* Requirement
Using the data below, return all lines in which "function" appears.

Available data Start Marker

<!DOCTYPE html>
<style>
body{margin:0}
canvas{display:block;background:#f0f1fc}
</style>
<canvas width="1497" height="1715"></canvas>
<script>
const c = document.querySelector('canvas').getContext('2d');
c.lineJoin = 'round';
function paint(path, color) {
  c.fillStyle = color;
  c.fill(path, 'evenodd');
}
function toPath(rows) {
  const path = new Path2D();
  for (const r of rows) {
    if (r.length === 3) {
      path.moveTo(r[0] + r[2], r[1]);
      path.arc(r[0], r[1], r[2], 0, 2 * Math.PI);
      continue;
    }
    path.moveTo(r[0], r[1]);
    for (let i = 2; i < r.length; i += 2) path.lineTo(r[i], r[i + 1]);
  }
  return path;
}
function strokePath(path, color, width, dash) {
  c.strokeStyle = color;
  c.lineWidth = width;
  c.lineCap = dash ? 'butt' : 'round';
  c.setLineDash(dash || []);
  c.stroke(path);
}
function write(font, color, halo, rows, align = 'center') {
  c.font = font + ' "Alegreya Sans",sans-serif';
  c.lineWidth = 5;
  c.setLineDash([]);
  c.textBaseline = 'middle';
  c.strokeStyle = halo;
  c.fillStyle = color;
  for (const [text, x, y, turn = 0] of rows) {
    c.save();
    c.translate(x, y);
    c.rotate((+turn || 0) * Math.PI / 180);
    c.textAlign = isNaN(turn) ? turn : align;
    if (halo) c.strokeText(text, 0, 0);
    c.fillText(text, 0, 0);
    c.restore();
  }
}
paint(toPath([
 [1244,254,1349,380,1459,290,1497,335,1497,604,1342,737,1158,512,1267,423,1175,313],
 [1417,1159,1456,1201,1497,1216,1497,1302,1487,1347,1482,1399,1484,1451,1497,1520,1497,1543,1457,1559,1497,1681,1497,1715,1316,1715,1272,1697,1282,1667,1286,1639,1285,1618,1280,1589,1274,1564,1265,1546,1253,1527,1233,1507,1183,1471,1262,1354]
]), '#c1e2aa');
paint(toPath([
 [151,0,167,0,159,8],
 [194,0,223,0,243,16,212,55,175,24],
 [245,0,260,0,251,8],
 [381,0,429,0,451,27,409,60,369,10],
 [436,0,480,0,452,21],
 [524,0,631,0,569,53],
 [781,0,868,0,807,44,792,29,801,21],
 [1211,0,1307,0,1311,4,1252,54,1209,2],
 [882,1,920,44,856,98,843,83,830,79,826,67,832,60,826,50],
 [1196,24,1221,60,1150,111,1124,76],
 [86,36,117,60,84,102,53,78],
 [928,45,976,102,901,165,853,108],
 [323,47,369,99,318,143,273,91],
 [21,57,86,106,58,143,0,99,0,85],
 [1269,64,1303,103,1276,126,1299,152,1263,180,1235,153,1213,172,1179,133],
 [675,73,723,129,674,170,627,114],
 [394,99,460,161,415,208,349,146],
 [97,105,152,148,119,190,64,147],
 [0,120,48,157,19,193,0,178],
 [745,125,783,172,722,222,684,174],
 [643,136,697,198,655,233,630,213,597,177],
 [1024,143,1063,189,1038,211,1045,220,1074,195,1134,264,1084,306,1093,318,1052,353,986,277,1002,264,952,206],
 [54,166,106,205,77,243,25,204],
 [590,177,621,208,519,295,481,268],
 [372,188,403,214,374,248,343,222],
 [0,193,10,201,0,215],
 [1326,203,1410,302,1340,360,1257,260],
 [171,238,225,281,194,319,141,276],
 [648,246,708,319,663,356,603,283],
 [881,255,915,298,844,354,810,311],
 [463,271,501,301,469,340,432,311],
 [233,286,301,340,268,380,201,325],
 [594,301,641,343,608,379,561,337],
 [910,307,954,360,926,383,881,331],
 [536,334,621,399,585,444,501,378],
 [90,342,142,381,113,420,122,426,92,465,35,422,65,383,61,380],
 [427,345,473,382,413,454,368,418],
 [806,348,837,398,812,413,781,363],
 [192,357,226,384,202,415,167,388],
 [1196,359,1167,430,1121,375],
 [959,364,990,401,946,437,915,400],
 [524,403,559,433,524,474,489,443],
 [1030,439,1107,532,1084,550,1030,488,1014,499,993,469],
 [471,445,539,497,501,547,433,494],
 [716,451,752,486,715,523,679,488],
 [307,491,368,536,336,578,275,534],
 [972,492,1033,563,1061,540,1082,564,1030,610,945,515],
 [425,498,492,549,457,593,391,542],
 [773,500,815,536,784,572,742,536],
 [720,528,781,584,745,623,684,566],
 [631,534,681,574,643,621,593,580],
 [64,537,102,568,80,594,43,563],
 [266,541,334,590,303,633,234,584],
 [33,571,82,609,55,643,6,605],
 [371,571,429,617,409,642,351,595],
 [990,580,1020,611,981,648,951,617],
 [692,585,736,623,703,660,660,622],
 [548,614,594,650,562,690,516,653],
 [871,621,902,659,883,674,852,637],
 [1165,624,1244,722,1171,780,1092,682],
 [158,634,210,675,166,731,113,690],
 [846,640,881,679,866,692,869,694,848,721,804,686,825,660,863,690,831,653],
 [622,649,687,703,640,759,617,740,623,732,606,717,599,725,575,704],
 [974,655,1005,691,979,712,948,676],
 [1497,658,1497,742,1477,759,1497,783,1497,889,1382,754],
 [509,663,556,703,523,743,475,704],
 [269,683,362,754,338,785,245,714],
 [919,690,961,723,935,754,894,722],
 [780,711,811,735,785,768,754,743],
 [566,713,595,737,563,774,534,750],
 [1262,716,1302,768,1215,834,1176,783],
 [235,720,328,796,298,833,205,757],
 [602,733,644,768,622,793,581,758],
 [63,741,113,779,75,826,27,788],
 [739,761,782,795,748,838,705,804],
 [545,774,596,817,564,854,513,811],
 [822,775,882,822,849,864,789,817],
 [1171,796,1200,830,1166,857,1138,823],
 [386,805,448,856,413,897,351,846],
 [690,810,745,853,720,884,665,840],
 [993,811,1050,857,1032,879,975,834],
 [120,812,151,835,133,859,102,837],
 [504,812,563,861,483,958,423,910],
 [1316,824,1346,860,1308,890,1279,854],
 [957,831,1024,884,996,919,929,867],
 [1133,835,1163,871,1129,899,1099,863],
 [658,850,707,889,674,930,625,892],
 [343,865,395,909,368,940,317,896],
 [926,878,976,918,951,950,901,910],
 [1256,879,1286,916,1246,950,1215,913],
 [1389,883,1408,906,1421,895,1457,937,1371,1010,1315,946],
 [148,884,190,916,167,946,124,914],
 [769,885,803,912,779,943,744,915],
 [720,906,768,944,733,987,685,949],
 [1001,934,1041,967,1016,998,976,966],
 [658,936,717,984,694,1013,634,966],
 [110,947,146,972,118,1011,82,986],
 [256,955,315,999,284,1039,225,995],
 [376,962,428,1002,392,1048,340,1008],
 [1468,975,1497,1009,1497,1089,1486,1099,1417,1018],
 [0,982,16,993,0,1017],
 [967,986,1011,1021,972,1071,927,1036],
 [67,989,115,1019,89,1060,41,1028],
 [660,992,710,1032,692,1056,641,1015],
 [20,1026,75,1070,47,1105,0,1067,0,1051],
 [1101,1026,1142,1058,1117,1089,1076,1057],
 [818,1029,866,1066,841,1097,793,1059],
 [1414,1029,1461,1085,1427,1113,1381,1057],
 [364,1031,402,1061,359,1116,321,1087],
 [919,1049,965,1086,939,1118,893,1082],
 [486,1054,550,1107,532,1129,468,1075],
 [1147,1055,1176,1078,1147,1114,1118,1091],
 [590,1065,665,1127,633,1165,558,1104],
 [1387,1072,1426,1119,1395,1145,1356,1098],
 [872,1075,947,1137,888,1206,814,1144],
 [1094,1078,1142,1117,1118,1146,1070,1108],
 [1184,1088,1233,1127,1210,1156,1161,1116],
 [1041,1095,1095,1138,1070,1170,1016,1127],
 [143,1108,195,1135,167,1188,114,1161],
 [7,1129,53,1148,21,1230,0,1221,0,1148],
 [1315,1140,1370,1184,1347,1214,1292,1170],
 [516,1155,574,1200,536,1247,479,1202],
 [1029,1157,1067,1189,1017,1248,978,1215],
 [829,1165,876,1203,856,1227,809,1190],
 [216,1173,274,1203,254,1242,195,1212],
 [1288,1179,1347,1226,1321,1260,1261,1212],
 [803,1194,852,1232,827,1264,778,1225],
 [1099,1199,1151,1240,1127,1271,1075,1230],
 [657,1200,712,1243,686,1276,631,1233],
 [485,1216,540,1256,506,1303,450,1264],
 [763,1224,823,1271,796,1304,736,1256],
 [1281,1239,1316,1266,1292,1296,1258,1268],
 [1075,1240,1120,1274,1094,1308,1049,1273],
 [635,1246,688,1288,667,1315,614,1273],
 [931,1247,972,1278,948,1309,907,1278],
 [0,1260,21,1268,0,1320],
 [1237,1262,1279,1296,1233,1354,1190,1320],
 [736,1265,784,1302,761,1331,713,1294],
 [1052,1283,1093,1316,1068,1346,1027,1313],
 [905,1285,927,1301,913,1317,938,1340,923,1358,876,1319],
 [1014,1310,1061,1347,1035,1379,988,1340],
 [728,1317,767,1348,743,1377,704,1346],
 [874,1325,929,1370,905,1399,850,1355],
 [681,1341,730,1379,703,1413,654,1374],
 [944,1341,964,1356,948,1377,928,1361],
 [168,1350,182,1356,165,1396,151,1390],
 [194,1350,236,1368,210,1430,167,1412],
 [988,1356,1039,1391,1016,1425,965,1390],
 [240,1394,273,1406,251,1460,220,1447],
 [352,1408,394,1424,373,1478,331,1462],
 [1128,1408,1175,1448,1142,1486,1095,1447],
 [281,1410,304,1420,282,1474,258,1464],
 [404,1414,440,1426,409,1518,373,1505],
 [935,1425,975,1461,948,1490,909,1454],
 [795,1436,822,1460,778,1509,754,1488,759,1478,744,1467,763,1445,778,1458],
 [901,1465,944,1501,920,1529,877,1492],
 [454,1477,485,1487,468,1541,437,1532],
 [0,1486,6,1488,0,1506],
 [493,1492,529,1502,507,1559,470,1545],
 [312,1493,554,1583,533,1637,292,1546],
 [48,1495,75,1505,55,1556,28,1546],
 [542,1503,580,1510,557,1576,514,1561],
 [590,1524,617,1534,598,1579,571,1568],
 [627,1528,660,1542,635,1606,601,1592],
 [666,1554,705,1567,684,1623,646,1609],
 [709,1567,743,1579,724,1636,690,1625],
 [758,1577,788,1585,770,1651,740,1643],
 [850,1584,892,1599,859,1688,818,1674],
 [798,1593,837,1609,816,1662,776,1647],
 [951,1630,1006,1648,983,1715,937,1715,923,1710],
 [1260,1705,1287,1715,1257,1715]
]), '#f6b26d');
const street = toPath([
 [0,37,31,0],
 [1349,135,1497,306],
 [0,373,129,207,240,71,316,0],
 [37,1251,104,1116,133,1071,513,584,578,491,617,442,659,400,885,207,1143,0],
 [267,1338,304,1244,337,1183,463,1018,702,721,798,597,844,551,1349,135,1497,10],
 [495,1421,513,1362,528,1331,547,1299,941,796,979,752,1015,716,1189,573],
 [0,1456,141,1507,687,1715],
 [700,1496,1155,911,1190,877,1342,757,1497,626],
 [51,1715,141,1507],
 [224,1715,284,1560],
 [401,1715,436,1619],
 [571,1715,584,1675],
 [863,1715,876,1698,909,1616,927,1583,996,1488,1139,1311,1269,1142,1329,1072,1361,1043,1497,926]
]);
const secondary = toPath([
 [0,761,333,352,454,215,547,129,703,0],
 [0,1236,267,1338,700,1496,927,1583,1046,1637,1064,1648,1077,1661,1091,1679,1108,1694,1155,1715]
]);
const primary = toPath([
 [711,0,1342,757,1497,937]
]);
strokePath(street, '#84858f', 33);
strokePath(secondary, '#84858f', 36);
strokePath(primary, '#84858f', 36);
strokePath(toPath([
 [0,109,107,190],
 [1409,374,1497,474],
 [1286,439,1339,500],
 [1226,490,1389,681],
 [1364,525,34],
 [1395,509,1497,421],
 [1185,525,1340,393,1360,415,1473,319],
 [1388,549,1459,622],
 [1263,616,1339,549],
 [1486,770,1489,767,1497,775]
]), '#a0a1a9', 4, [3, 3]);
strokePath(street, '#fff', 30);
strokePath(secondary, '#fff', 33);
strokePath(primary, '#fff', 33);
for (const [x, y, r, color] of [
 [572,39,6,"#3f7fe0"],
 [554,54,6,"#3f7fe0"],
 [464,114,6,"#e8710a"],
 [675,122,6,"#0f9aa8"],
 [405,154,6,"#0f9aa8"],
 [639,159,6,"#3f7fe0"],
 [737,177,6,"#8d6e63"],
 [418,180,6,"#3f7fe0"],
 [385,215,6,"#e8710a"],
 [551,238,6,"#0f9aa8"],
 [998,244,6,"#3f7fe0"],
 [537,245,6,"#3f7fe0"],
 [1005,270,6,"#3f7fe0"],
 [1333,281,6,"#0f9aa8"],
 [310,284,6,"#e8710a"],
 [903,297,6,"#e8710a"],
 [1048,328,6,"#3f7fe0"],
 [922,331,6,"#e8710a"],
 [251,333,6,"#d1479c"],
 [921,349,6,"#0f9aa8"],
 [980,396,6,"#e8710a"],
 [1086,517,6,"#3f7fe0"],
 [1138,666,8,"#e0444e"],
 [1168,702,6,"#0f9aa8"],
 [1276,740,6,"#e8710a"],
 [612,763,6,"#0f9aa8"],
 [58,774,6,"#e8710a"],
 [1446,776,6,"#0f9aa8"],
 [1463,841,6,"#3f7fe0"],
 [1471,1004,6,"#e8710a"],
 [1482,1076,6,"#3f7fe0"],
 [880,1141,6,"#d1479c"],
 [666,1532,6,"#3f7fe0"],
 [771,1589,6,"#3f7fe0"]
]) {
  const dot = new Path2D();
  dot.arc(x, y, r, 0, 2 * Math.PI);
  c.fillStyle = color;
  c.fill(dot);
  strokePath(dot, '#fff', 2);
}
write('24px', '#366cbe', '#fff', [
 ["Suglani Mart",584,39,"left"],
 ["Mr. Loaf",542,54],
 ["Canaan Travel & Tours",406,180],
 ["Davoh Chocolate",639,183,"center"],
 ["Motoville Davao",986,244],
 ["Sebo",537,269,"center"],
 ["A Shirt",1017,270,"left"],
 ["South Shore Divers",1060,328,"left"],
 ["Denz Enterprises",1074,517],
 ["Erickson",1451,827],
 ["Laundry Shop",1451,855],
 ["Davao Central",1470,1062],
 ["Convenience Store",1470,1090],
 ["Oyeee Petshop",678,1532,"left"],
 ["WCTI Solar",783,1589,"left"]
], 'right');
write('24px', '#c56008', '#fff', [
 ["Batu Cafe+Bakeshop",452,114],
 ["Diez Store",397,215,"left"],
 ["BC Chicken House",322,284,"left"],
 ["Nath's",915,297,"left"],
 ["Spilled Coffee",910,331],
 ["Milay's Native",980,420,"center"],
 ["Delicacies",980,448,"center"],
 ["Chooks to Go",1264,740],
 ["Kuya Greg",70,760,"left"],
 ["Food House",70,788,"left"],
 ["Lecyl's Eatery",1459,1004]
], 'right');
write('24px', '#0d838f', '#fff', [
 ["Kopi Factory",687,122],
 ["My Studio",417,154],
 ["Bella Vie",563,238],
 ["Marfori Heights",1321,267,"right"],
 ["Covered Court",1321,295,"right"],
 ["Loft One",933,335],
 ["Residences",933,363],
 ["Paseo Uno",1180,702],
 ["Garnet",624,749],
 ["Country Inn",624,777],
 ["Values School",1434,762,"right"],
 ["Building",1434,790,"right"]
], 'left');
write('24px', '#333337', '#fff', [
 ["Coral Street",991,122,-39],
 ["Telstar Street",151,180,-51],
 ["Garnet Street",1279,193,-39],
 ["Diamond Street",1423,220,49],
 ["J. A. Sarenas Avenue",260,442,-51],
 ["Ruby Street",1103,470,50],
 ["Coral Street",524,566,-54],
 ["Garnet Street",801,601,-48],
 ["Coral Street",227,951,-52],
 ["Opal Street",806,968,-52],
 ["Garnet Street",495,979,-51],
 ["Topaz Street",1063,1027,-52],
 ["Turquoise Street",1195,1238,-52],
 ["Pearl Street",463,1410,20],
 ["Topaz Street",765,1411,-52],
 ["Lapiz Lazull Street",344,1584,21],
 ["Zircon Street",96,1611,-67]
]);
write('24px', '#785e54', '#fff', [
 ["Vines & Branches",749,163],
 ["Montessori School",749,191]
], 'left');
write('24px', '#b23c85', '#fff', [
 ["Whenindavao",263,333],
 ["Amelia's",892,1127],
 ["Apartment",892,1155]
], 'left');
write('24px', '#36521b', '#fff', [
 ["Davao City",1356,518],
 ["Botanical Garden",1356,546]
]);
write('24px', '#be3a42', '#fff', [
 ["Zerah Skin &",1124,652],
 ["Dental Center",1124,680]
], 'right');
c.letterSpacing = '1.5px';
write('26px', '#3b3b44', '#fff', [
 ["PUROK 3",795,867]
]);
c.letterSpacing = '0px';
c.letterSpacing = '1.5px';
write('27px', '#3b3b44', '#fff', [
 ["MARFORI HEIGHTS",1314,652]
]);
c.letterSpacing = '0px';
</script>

Available data End Marker

* Response to the task
function paint(path, color) {
function toPath(rows) {
function strokePath(path, color, width, dash) {
function write(font, color, halo, rows, align = 'center') {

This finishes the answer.